**Provided material**:

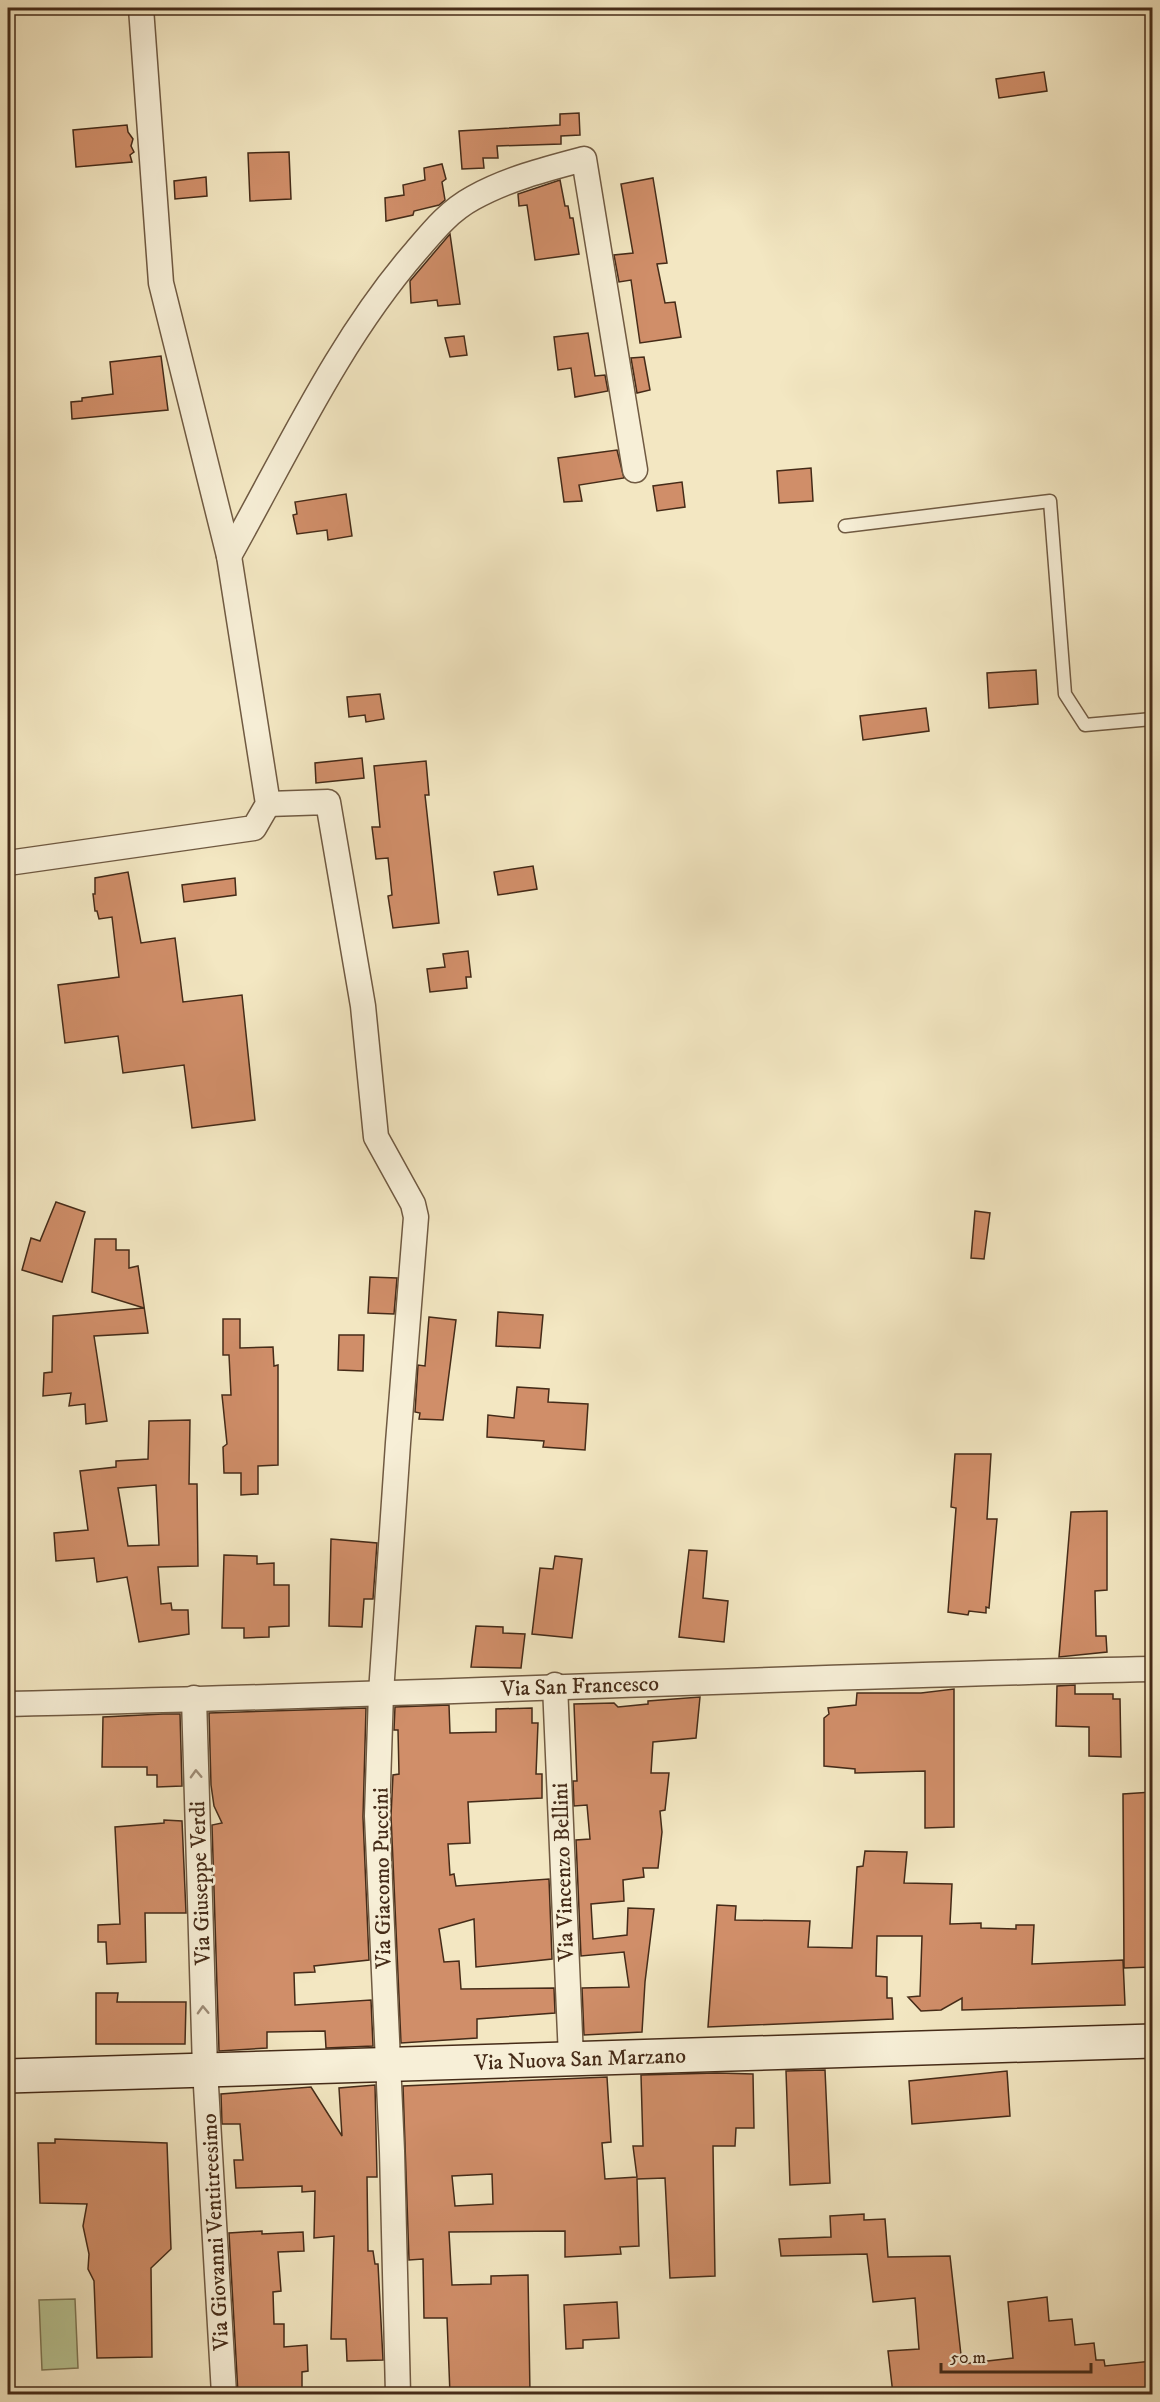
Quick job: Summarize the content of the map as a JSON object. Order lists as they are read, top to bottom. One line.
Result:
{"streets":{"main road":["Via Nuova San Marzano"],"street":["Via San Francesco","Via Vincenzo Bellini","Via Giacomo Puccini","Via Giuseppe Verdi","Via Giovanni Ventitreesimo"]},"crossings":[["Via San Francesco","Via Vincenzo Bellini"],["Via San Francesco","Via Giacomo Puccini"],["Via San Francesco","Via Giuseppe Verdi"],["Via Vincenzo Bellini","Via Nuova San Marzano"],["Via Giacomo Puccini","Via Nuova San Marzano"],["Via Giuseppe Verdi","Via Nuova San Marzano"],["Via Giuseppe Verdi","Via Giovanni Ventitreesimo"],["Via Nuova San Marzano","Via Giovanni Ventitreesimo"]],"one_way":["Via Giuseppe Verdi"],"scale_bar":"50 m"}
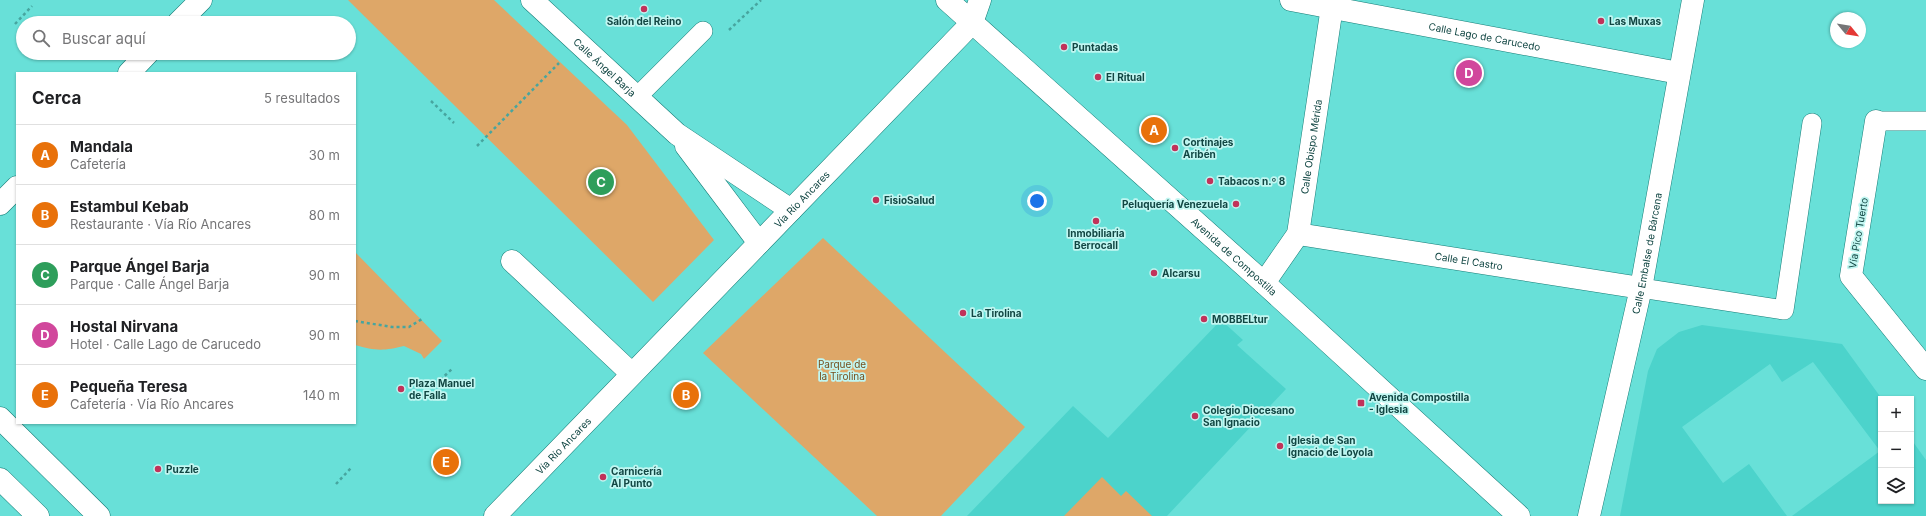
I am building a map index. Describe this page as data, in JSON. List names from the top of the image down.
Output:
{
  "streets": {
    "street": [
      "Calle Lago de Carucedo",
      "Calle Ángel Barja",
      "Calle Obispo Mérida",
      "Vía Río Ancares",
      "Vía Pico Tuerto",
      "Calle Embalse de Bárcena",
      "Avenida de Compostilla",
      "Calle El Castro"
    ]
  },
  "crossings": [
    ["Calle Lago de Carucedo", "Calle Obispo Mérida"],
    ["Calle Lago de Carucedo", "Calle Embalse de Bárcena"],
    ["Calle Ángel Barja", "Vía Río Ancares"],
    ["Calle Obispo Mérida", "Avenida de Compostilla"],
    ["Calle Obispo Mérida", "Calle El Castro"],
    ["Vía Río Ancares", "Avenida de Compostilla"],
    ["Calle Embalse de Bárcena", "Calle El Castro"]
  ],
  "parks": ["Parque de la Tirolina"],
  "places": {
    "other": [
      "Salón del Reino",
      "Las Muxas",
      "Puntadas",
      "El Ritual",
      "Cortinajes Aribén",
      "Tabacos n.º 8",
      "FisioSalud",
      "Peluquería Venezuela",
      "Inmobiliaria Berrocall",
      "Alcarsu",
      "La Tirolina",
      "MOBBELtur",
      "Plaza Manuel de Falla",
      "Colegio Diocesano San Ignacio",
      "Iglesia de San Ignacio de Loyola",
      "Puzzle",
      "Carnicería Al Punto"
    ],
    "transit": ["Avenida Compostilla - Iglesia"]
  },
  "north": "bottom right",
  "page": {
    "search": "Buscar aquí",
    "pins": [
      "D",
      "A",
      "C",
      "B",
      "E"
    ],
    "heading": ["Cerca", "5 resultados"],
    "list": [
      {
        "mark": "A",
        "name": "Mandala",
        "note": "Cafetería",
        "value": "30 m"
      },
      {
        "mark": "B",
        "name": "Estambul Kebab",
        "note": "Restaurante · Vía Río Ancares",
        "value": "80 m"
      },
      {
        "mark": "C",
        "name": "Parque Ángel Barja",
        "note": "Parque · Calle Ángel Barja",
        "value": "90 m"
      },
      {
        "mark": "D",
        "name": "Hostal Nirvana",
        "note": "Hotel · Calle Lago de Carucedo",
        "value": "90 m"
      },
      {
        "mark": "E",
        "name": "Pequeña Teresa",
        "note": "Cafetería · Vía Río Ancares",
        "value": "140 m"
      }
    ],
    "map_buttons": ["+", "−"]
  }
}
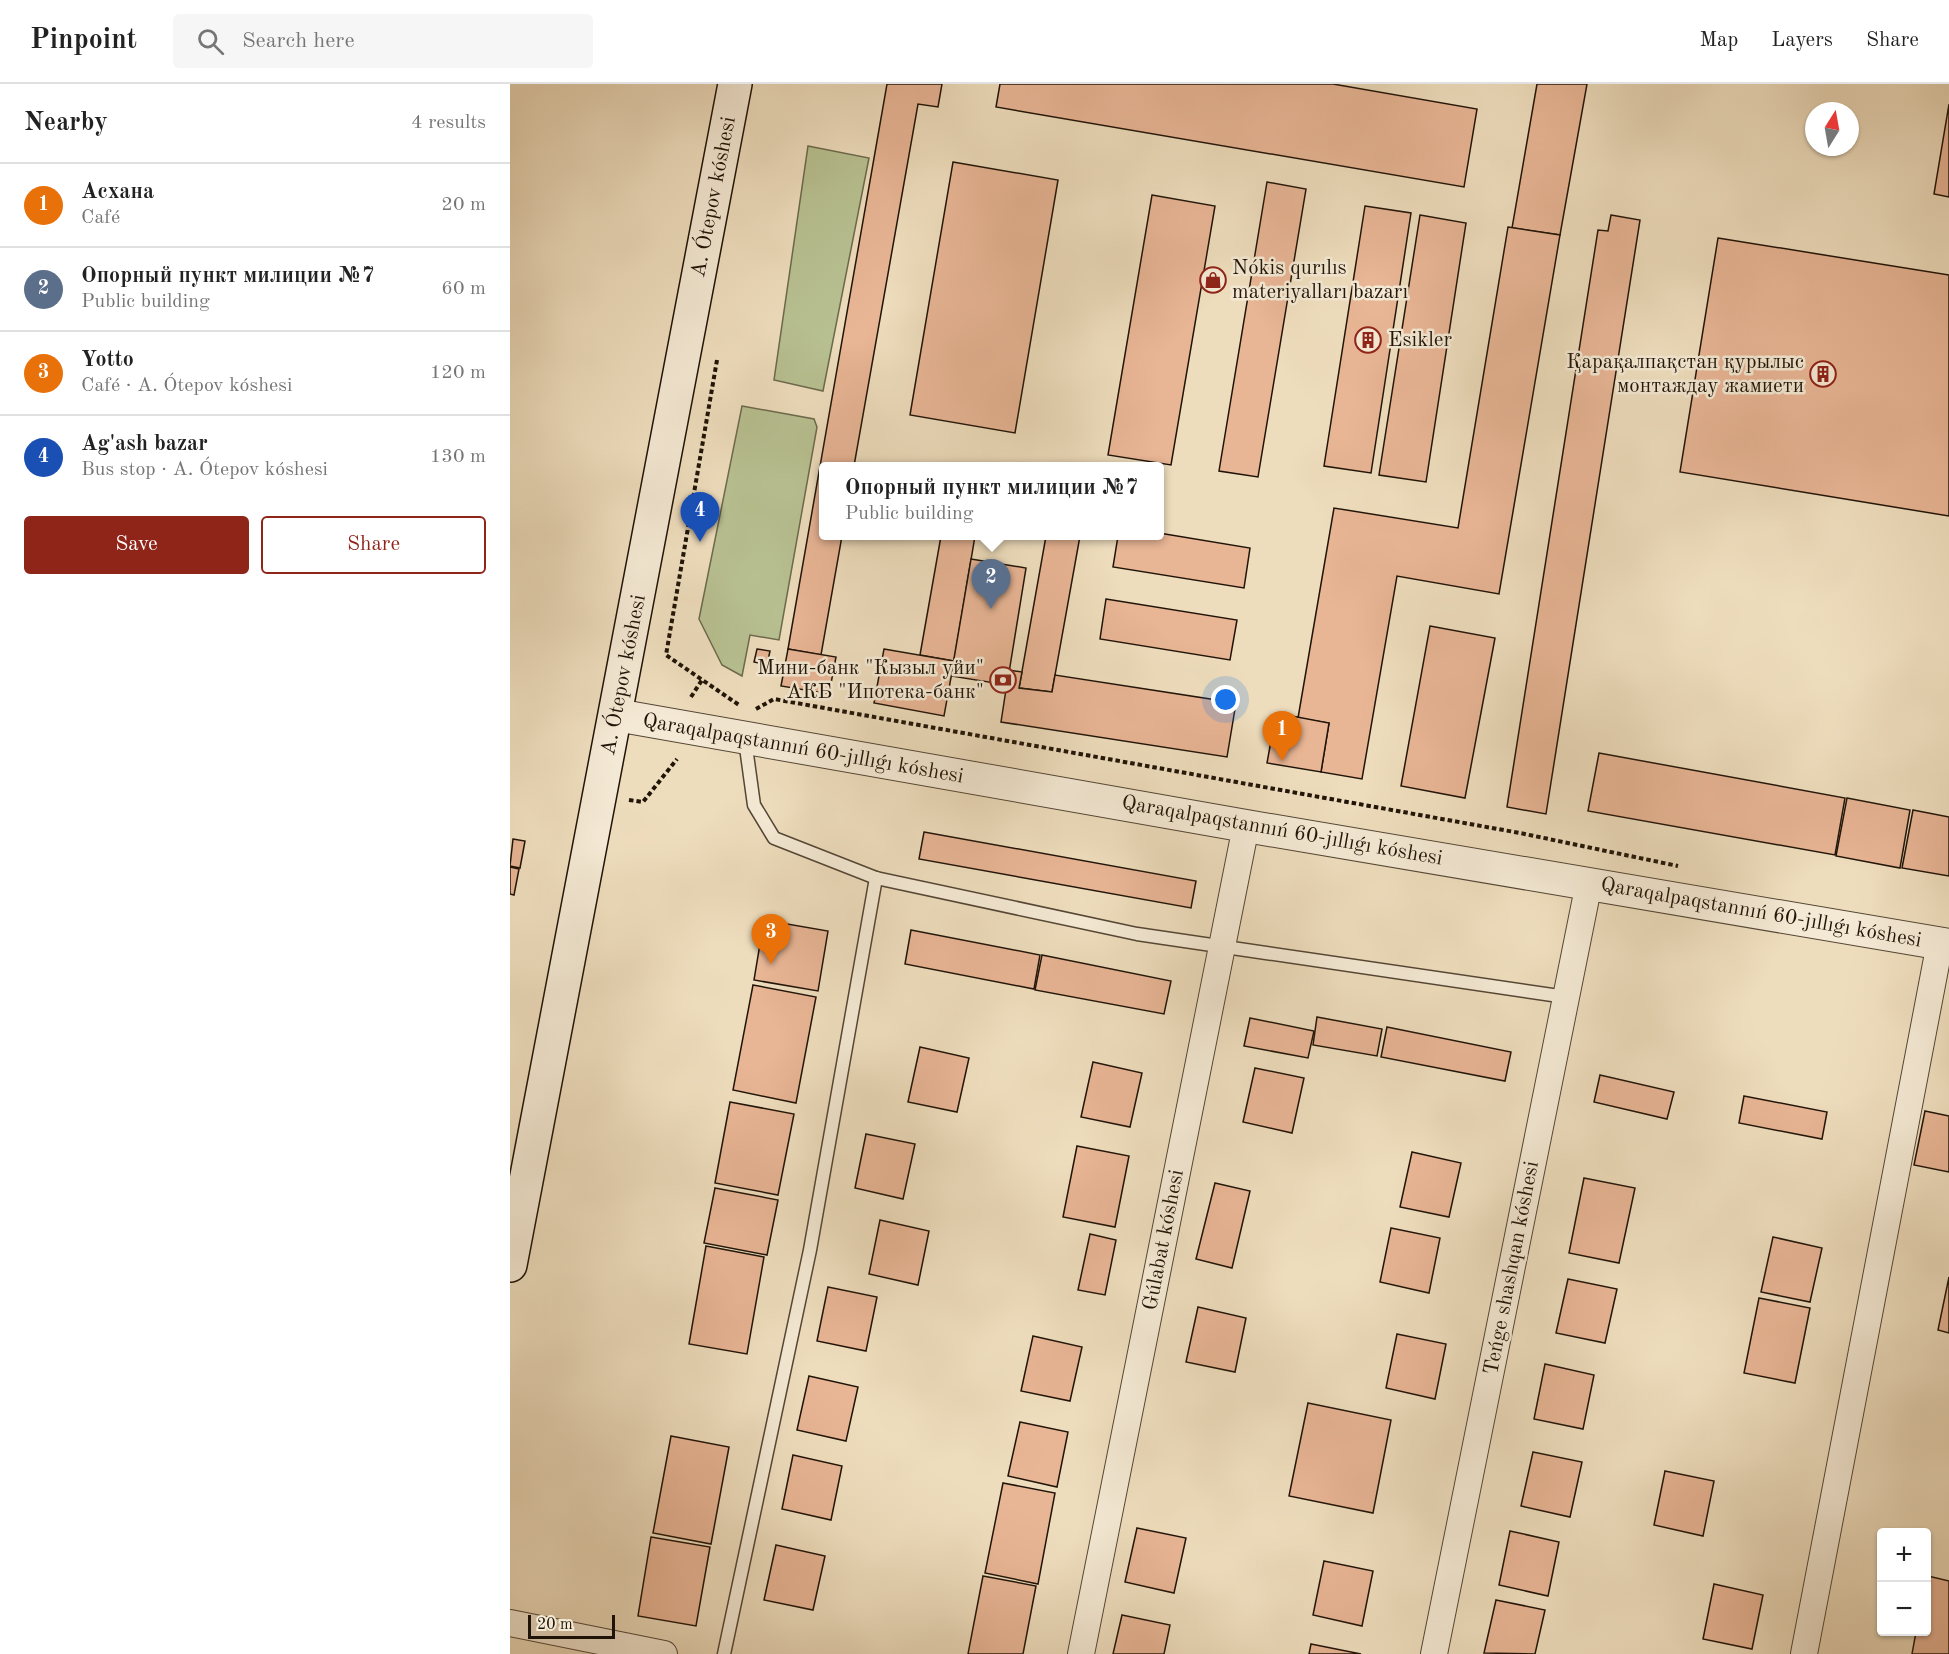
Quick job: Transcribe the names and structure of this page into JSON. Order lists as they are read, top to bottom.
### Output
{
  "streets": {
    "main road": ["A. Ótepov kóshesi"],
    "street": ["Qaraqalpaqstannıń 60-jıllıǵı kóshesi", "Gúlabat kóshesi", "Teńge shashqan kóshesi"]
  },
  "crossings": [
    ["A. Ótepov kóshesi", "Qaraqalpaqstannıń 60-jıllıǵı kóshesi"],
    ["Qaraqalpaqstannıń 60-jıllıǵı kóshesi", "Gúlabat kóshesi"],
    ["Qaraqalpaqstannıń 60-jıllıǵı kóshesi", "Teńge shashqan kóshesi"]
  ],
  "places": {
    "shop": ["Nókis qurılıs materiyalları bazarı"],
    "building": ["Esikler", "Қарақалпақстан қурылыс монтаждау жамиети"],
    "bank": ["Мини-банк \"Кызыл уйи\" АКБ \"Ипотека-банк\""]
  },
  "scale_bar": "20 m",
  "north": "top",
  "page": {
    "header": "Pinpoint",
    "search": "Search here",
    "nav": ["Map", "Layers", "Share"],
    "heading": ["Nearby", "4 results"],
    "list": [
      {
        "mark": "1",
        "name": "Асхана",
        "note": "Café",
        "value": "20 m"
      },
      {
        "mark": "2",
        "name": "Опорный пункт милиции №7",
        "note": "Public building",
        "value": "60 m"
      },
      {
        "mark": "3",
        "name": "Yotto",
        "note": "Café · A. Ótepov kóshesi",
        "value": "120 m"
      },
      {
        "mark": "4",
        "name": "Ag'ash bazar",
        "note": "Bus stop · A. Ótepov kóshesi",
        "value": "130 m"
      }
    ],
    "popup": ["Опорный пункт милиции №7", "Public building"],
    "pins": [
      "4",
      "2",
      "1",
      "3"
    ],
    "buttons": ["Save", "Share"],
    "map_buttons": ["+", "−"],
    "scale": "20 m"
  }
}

**Try it**:
Copy the records shown above in their entirety and exactly; images are to be left out.

**Written reply**:
Quick job: Summarize the content of the map as a JSON object. Order lists as they are read, top to bottom. One line.
Result:
{"streets":{"main road":["Via Nuova San Marzano"],"street":["Via San Francesco","Via Vincenzo Bellini","Via Giacomo Puccini","Via Giuseppe Verdi","Via Giovanni Ventitreesimo"]},"crossings":[["Via San Francesco","Via Vincenzo Bellini"],["Via San Francesco","Via Giacomo Puccini"],["Via San Francesco","Via Giuseppe Verdi"],["Via Vincenzo Bellini","Via Nuova San Marzano"],["Via Giacomo Puccini","Via Nuova San Marzano"],["Via Giuseppe Verdi","Via Nuova San Marzano"],["Via Giuseppe Verdi","Via Giovanni Ventitreesimo"],["Via Nuova San Marzano","Via Giovanni Ventitreesimo"]],"one_way":["Via Giuseppe Verdi"],"scale_bar":"50 m"}
I am building a map index. Describe this page as data, in JSON. List names from the top of the image down.
Output:
{
  "streets": {
    "street": [
      "Calle Lago de Carucedo",
      "Calle Ángel Barja",
      "Calle Obispo Mérida",
      "Vía Río Ancares",
      "Vía Pico Tuerto",
      "Calle Embalse de Bárcena",
      "Avenida de Compostilla",
      "Calle El Castro"
    ]
  },
  "crossings": [
    ["Calle Lago de Carucedo", "Calle Obispo Mérida"],
    ["Calle Lago de Carucedo", "Calle Embalse de Bárcena"],
    ["Calle Ángel Barja", "Vía Río Ancares"],
    ["Calle Obispo Mérida", "Avenida de Compostilla"],
    ["Calle Obispo Mérida", "Calle El Castro"],
    ["Vía Río Ancares", "Avenida de Compostilla"],
    ["Calle Embalse de Bárcena", "Calle El Castro"]
  ],
  "parks": ["Parque de la Tirolina"],
  "places": {
    "other": [
      "Salón del Reino",
      "Las Muxas",
      "Puntadas",
      "El Ritual",
      "Cortinajes Aribén",
      "Tabacos n.º 8",
      "FisioSalud",
      "Peluquería Venezuela",
      "Inmobiliaria Berrocall",
      "Alcarsu",
      "La Tirolina",
      "MOBBELtur",
      "Plaza Manuel de Falla",
      "Colegio Diocesano San Ignacio",
      "Iglesia de San Ignacio de Loyola",
      "Puzzle",
      "Carnicería Al Punto"
    ],
    "transit": ["Avenida Compostilla - Iglesia"]
  },
  "north": "bottom right",
  "page": {
    "search": "Buscar aquí",
    "pins": [
      "D",
      "A",
      "C",
      "B",
      "E"
    ],
    "heading": ["Cerca", "5 resultados"],
    "list": [
      {
        "mark": "A",
        "name": "Mandala",
        "note": "Cafetería",
        "value": "30 m"
      },
      {
        "mark": "B",
        "name": "Estambul Kebab",
        "note": "Restaurante · Vía Río Ancares",
        "value": "80 m"
      },
      {
        "mark": "C",
        "name": "Parque Ángel Barja",
        "note": "Parque · Calle Ángel Barja",
        "value": "90 m"
      },
      {
        "mark": "D",
        "name": "Hostal Nirvana",
        "note": "Hotel · Calle Lago de Carucedo",
        "value": "90 m"
      },
      {
        "mark": "E",
        "name": "Pequeña Teresa",
        "note": "Cafetería · Vía Río Ancares",
        "value": "140 m"
      }
    ],
    "map_buttons": ["+", "−"]
  }
}
Quick job: Transcribe the names and structure of this page into JSON. Order lists as they are read, top to bottom.
### Output
{
  "streets": {
    "main road": ["A. Ótepov kóshesi"],
    "street": ["Qaraqalpaqstannıń 60-jıllıǵı kóshesi", "Gúlabat kóshesi", "Teńge shashqan kóshesi"]
  },
  "crossings": [
    ["A. Ótepov kóshesi", "Qaraqalpaqstannıń 60-jıllıǵı kóshesi"],
    ["Qaraqalpaqstannıń 60-jıllıǵı kóshesi", "Gúlabat kóshesi"],
    ["Qaraqalpaqstannıń 60-jıllıǵı kóshesi", "Teńge shashqan kóshesi"]
  ],
  "places": {
    "shop": ["Nókis qurılıs materiyalları bazarı"],
    "building": ["Esikler", "Қарақалпақстан қурылыс монтаждау жамиети"],
    "bank": ["Мини-банк \"Кызыл уйи\" АКБ \"Ипотека-банк\""]
  },
  "scale_bar": "20 m",
  "north": "top",
  "page": {
    "header": "Pinpoint",
    "search": "Search here",
    "nav": ["Map", "Layers", "Share"],
    "heading": ["Nearby", "4 results"],
    "list": [
      {
        "mark": "1",
        "name": "Асхана",
        "note": "Café",
        "value": "20 m"
      },
      {
        "mark": "2",
        "name": "Опорный пункт милиции №7",
        "note": "Public building",
        "value": "60 m"
      },
      {
        "mark": "3",
        "name": "Yotto",
        "note": "Café · A. Ótepov kóshesi",
        "value": "120 m"
      },
      {
        "mark": "4",
        "name": "Ag'ash bazar",
        "note": "Bus stop · A. Ótepov kóshesi",
        "value": "130 m"
      }
    ],
    "popup": ["Опорный пункт милиции №7", "Public building"],
    "pins": [
      "4",
      "2",
      "1",
      "3"
    ],
    "buttons": ["Save", "Share"],
    "map_buttons": ["+", "−"],
    "scale": "20 m"
  }
}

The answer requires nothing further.